_Brief_: The copy must match the data word for word and contain no pictures.

Stored data entries:
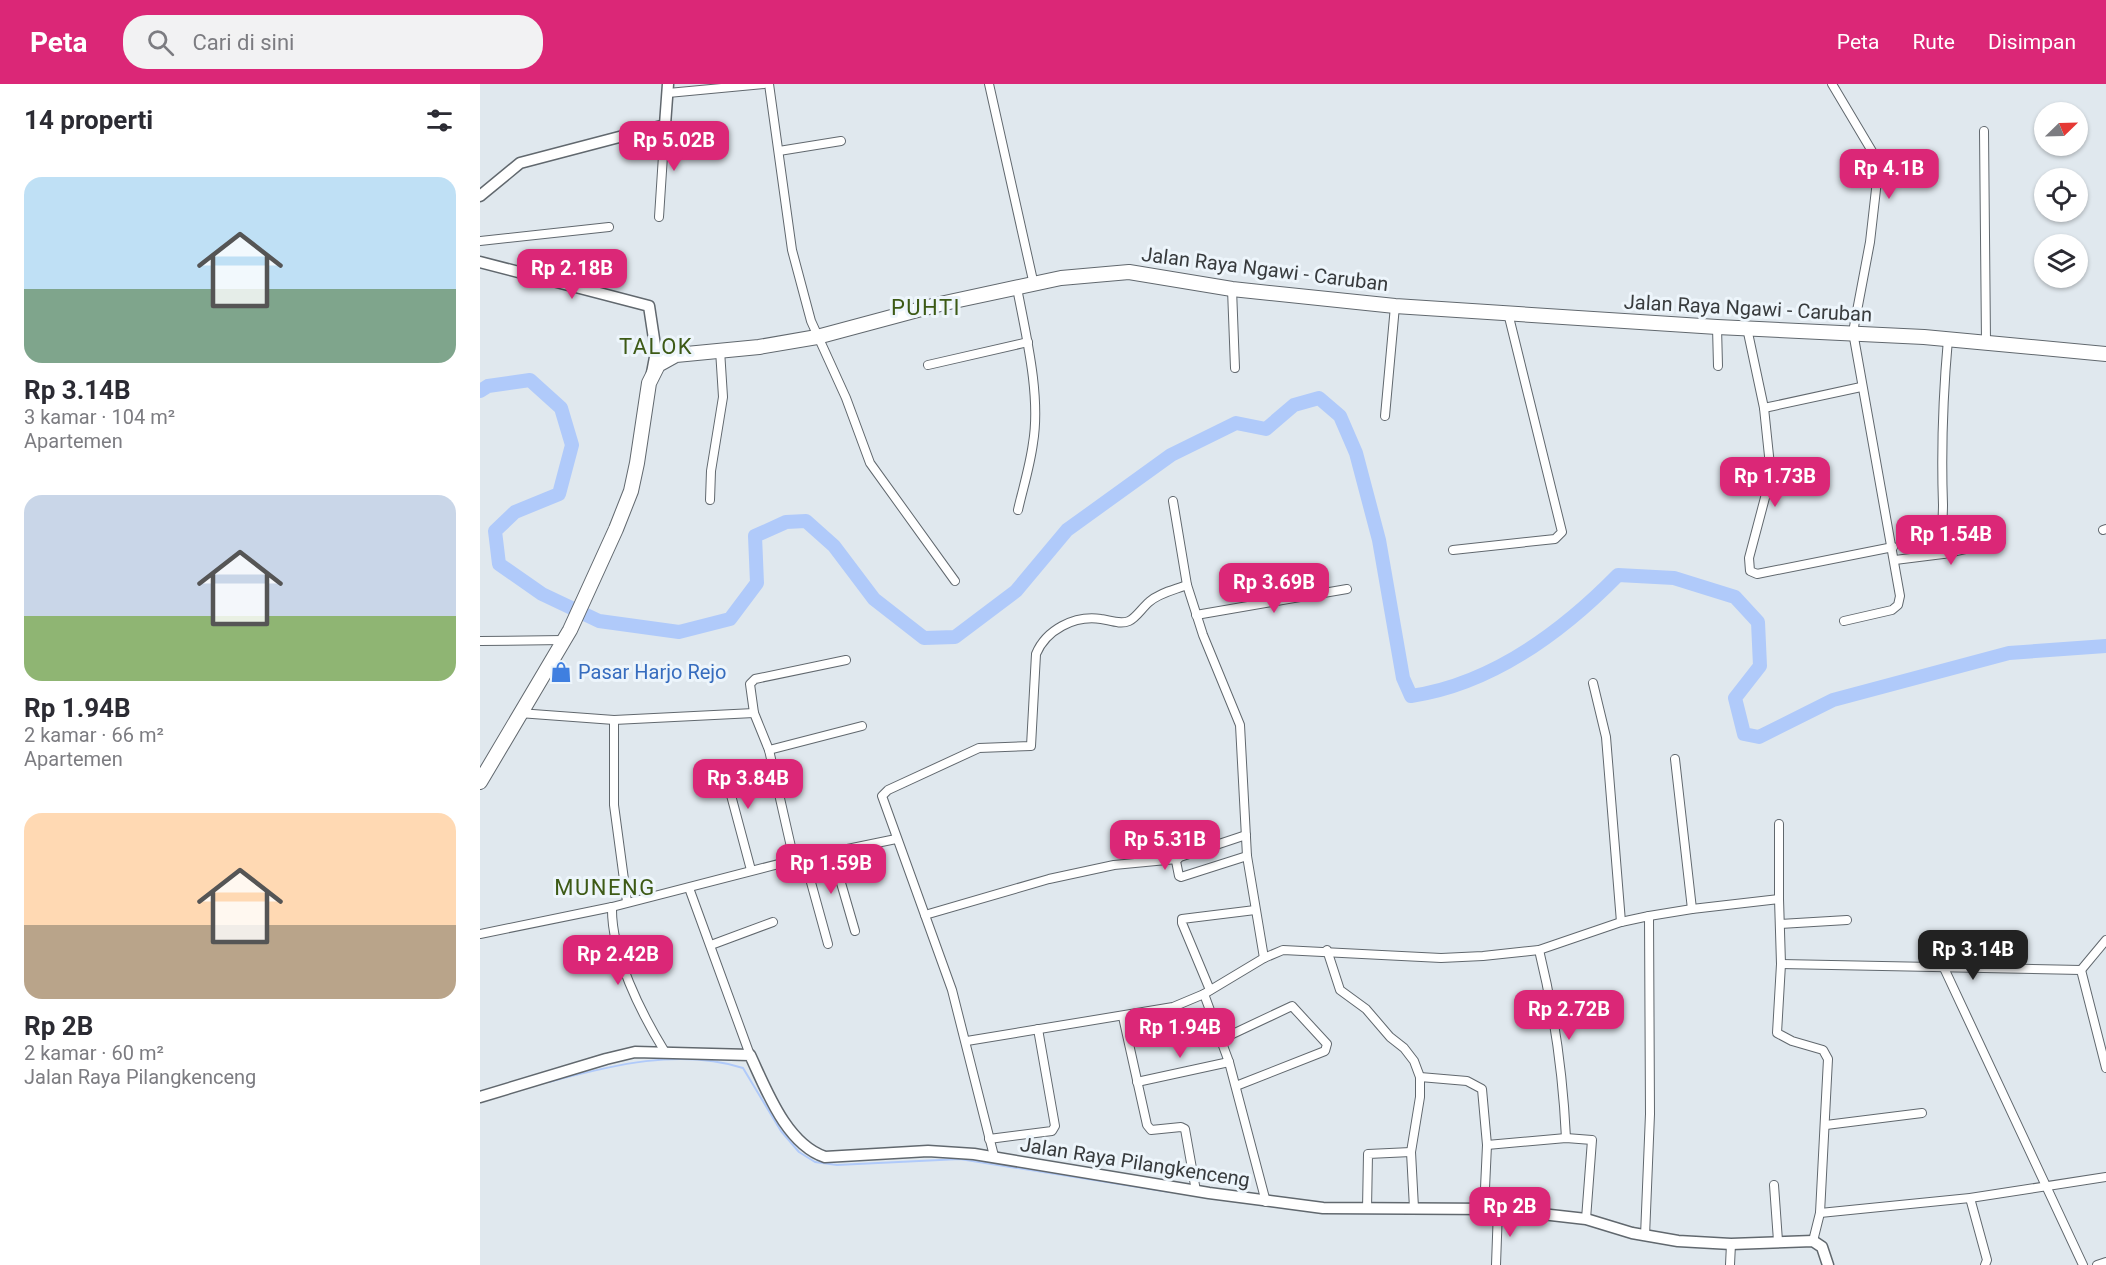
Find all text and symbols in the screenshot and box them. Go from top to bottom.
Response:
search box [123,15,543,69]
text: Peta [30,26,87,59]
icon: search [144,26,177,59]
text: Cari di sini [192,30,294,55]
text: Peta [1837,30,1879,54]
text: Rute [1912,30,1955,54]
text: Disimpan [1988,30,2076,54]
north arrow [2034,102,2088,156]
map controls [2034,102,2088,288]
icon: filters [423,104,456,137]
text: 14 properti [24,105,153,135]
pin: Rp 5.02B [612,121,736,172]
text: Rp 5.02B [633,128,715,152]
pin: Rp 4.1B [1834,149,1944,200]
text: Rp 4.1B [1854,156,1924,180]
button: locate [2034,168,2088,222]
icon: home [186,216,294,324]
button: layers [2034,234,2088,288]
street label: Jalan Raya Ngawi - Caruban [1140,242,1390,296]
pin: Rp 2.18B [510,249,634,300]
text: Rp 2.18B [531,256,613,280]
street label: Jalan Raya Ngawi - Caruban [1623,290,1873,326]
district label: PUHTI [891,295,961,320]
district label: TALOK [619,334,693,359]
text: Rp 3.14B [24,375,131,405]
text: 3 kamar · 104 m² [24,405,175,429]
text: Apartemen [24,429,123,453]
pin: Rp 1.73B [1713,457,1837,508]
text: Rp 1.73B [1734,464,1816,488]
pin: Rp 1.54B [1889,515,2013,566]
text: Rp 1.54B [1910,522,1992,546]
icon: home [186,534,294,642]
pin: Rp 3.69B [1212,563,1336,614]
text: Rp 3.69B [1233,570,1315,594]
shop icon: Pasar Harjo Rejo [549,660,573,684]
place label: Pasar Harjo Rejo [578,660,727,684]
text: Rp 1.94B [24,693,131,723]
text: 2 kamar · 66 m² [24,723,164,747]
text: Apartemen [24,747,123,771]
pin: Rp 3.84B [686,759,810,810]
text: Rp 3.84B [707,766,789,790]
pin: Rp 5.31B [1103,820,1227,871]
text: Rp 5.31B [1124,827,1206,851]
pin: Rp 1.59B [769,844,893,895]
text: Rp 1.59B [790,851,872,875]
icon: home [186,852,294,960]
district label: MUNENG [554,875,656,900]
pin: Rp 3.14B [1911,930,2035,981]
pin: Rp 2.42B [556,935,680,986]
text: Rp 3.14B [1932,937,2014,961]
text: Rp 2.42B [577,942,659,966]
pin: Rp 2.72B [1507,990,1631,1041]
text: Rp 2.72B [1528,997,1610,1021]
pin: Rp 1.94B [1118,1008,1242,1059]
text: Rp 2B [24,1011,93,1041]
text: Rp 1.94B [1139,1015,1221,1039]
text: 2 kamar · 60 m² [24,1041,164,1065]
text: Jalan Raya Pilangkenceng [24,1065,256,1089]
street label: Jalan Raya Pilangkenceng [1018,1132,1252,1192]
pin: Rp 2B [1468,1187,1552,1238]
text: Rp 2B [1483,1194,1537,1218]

_Result_:
Find all text and symbols in the screenshot and box them. Go from top to bottom.
Response:
search box [123,15,543,69]
text: Peta [30,26,87,59]
icon: search [144,26,177,59]
text: Cari di sini [192,30,294,55]
text: Peta [1837,30,1879,54]
text: Rute [1912,30,1955,54]
text: Disimpan [1988,30,2076,54]
north arrow [2034,102,2088,156]
map controls [2034,102,2088,288]
icon: filters [423,104,456,137]
text: 14 properti [24,105,153,135]
pin: Rp 5.02B [612,121,736,172]
text: Rp 5.02B [633,128,715,152]
pin: Rp 4.1B [1834,149,1944,200]
text: Rp 4.1B [1854,156,1924,180]
button: locate [2034,168,2088,222]
icon: home [186,216,294,324]
button: layers [2034,234,2088,288]
street label: Jalan Raya Ngawi - Caruban [1140,242,1390,296]
pin: Rp 2.18B [510,249,634,300]
text: Rp 2.18B [531,256,613,280]
street label: Jalan Raya Ngawi - Caruban [1623,290,1873,326]
district label: PUHTI [891,295,961,320]
district label: TALOK [619,334,693,359]
text: Rp 3.14B [24,375,131,405]
text: 3 kamar · 104 m² [24,405,175,429]
text: Apartemen [24,429,123,453]
pin: Rp 1.73B [1713,457,1837,508]
text: Rp 1.73B [1734,464,1816,488]
pin: Rp 1.54B [1889,515,2013,566]
text: Rp 1.54B [1910,522,1992,546]
icon: home [186,534,294,642]
pin: Rp 3.69B [1212,563,1336,614]
text: Rp 3.69B [1233,570,1315,594]
shop icon: Pasar Harjo Rejo [549,660,573,684]
place label: Pasar Harjo Rejo [578,660,727,684]
text: Rp 1.94B [24,693,131,723]
text: 2 kamar · 66 m² [24,723,164,747]
text: Apartemen [24,747,123,771]
pin: Rp 3.84B [686,759,810,810]
text: Rp 3.84B [707,766,789,790]
pin: Rp 5.31B [1103,820,1227,871]
text: Rp 5.31B [1124,827,1206,851]
pin: Rp 1.59B [769,844,893,895]
text: Rp 1.59B [790,851,872,875]
icon: home [186,852,294,960]
district label: MUNENG [554,875,656,900]
pin: Rp 3.14B [1911,930,2035,981]
pin: Rp 2.42B [556,935,680,986]
text: Rp 3.14B [1932,937,2014,961]
text: Rp 2.42B [577,942,659,966]
pin: Rp 2.72B [1507,990,1631,1041]
text: Rp 2.72B [1528,997,1610,1021]
pin: Rp 1.94B [1118,1008,1242,1059]
text: Rp 2B [24,1011,93,1041]
text: Rp 1.94B [1139,1015,1221,1039]
text: 2 kamar · 60 m² [24,1041,164,1065]
text: Jalan Raya Pilangkenceng [24,1065,256,1089]
street label: Jalan Raya Pilangkenceng [1018,1132,1252,1192]
pin: Rp 2B [1468,1187,1552,1238]
text: Rp 2B [1483,1194,1537,1218]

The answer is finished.